> _DATA SHOWN_
━━━━━━

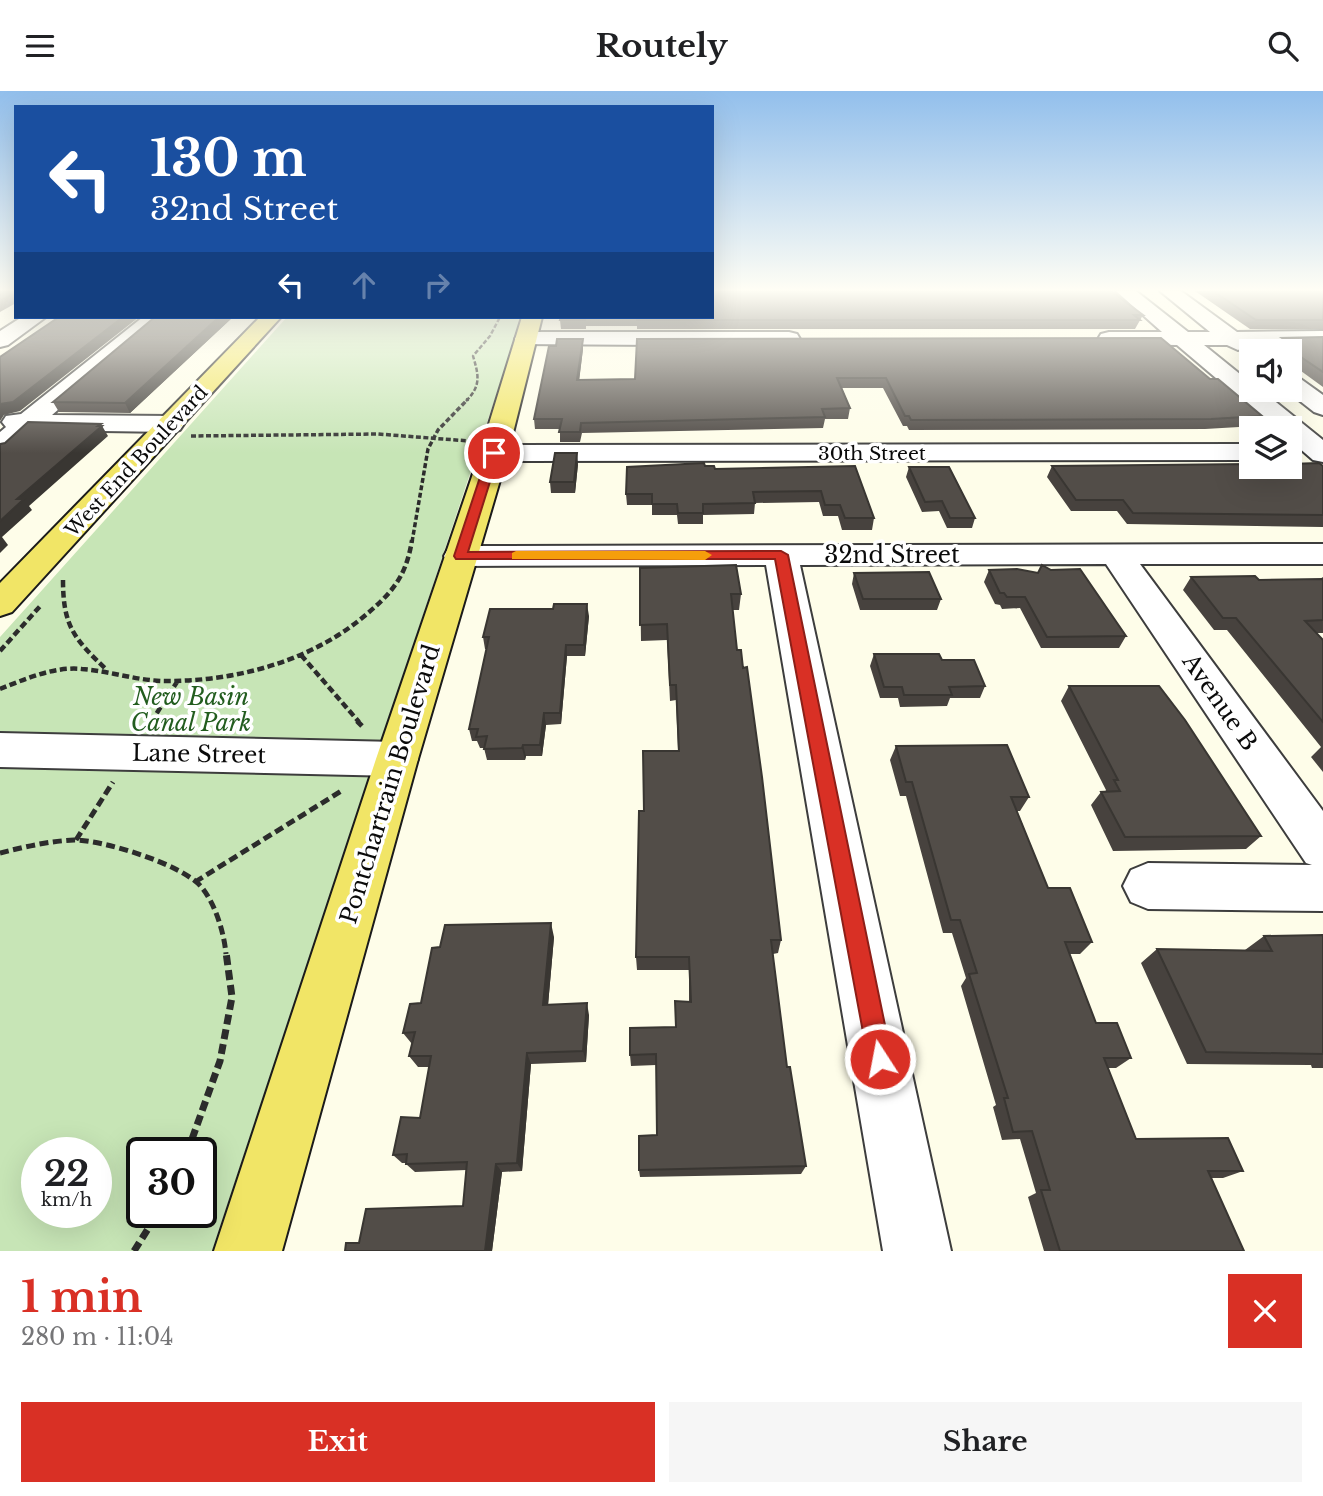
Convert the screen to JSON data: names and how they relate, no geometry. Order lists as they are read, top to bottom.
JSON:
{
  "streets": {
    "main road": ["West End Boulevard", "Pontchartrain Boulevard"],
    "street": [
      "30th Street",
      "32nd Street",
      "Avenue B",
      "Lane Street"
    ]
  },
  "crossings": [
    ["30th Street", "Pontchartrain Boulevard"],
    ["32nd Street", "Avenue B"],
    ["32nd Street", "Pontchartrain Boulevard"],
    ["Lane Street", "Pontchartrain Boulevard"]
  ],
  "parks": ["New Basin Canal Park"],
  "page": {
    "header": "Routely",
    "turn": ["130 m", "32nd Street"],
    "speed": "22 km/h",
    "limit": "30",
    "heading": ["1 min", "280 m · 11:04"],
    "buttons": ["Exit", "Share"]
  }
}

━━━━━━

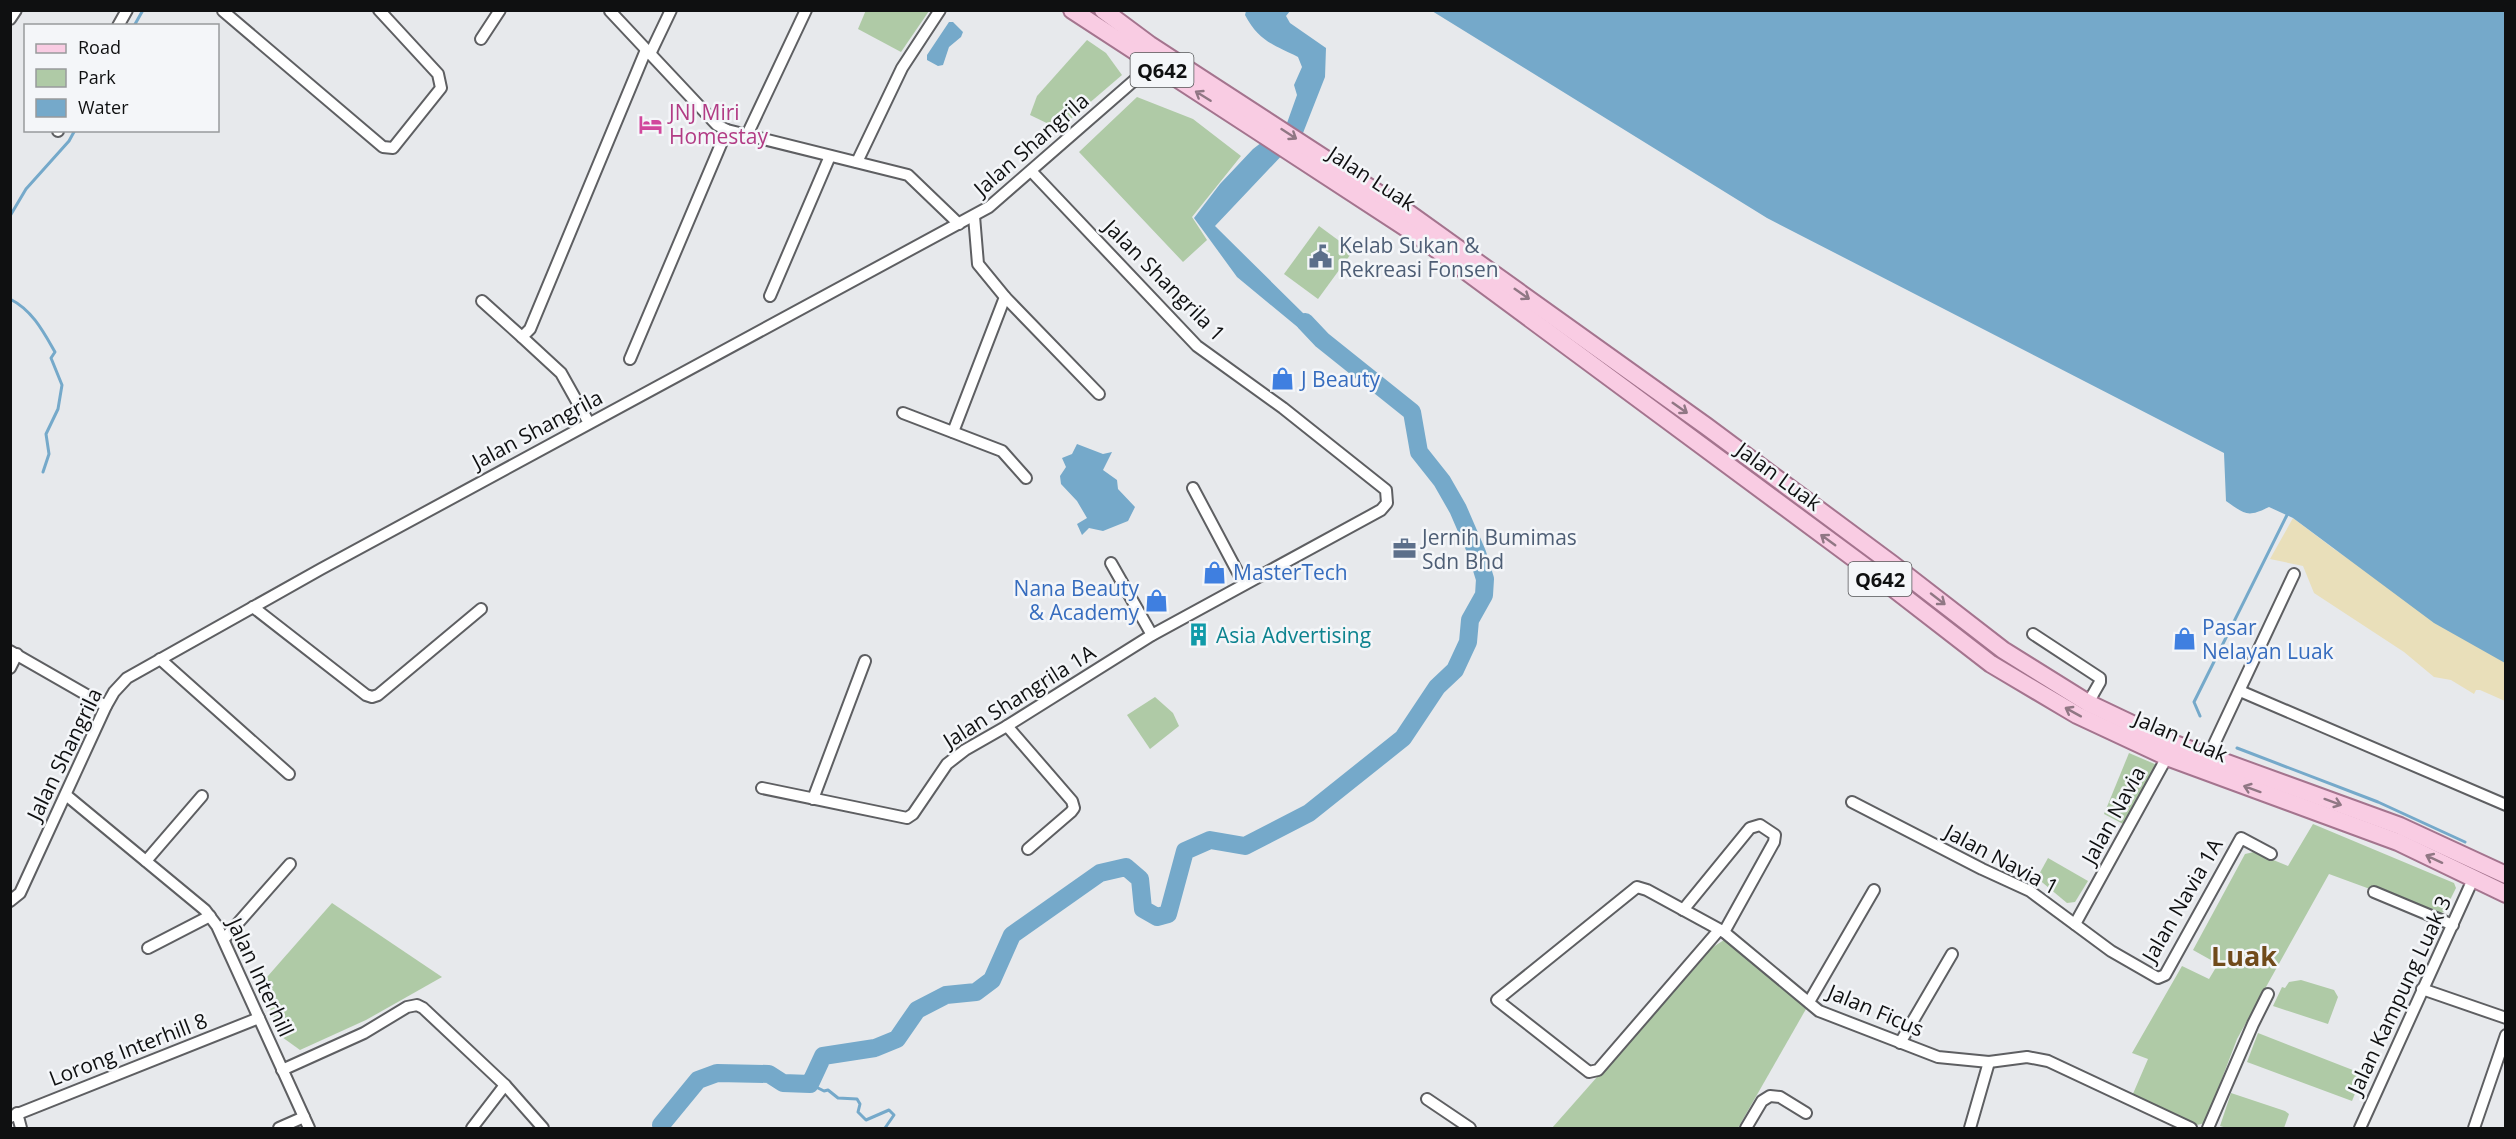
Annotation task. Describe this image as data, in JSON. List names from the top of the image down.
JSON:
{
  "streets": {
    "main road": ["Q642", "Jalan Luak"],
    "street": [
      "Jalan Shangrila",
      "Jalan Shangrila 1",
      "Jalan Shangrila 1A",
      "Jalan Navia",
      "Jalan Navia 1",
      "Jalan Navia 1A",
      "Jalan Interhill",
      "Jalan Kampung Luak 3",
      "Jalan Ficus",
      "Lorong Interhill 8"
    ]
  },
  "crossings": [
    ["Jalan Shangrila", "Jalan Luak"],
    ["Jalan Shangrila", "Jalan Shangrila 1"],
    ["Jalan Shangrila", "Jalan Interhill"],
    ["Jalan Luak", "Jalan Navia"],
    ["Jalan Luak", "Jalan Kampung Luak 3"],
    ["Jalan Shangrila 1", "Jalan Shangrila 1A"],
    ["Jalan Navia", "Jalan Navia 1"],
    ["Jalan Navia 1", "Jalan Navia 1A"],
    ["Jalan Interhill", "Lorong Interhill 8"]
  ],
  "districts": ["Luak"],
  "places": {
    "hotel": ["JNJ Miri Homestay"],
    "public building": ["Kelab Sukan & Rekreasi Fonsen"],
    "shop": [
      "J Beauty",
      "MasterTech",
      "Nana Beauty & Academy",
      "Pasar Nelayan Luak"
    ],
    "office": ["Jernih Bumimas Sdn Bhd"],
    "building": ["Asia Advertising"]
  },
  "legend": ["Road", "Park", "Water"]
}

━━━━━━

> _PROBLEM TO SOLVE_
Whenever the word "names" appears in a line of the listing, report that line.

> _EXERCISE RESULT_
Convert the screen to JSON data: names and how they relate, no geometry. Order lists as they are read, top to bottom.
Annotation task. Describe this image as data, in JSON. List names from the top of the image down.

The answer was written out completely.